Work instructions →
Before copying, set the pictures aside; then repeat every line below verbatim.

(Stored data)
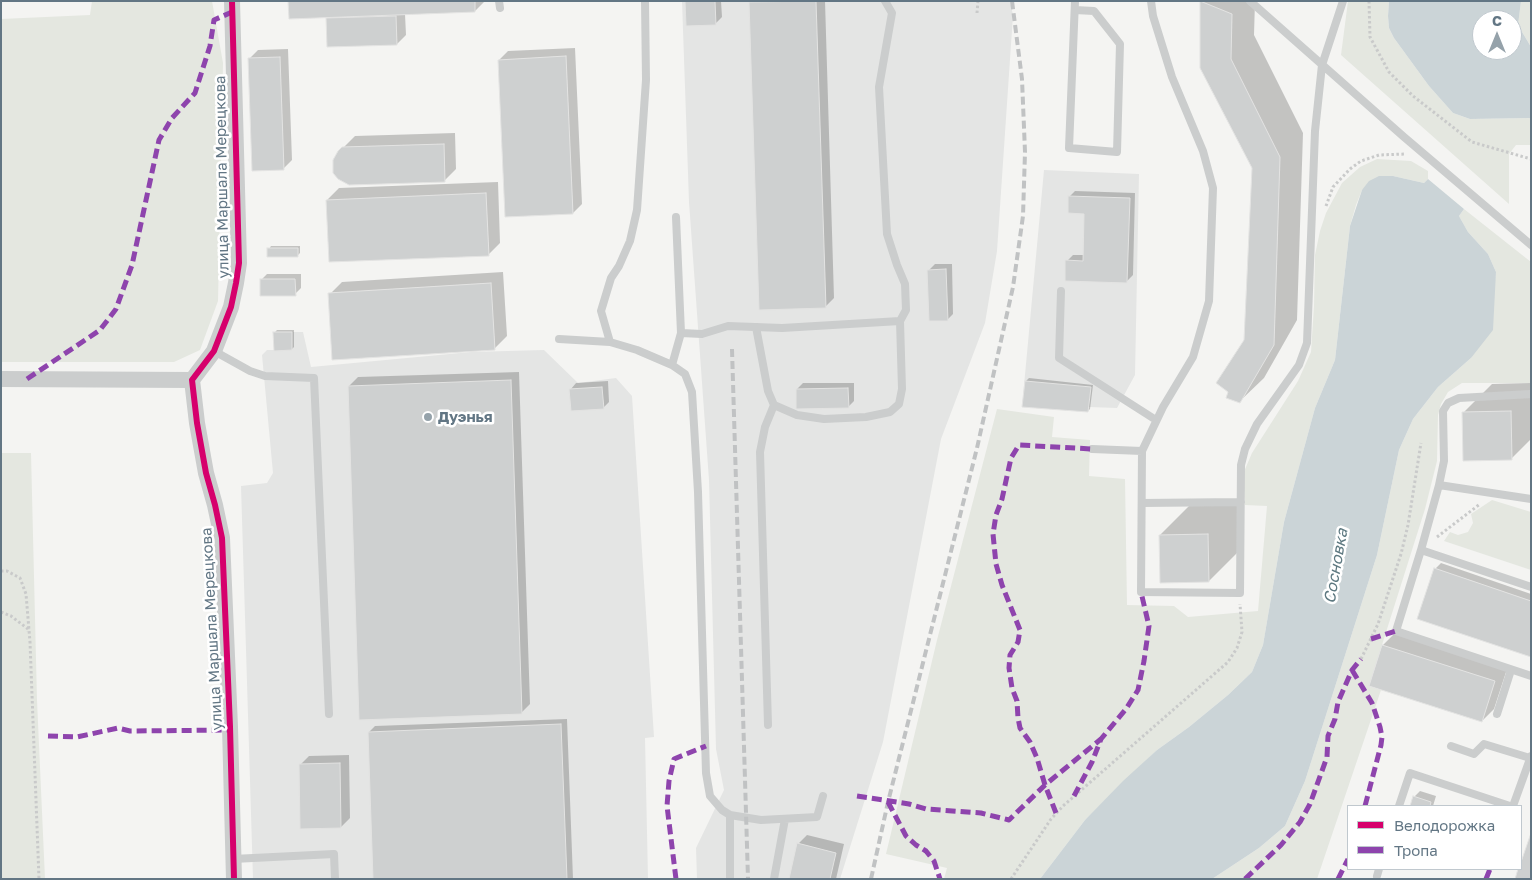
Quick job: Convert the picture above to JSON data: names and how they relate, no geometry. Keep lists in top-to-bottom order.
{
  "streets": {
    "street": ["улица Маршала Мерецкова"]
  },
  "water": ["Сосновка"],
  "places": ["Дуэнья"],
  "legend": ["Велодорожка", "Тропа"],
  "north": "top"
}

Exercise solution →
Quick job: Convert the picture above to JSON data: names and how they relate, no geometry. Keep lists in top-to-bottom order.
{
  "streets": {
    "street": ["улица Маршала Мерецкова"]
  },
  "water": ["Сосновка"],
  "places": ["Дуэнья"],
  "legend": ["Велодорожка", "Тропа"],
  "north": "top"
}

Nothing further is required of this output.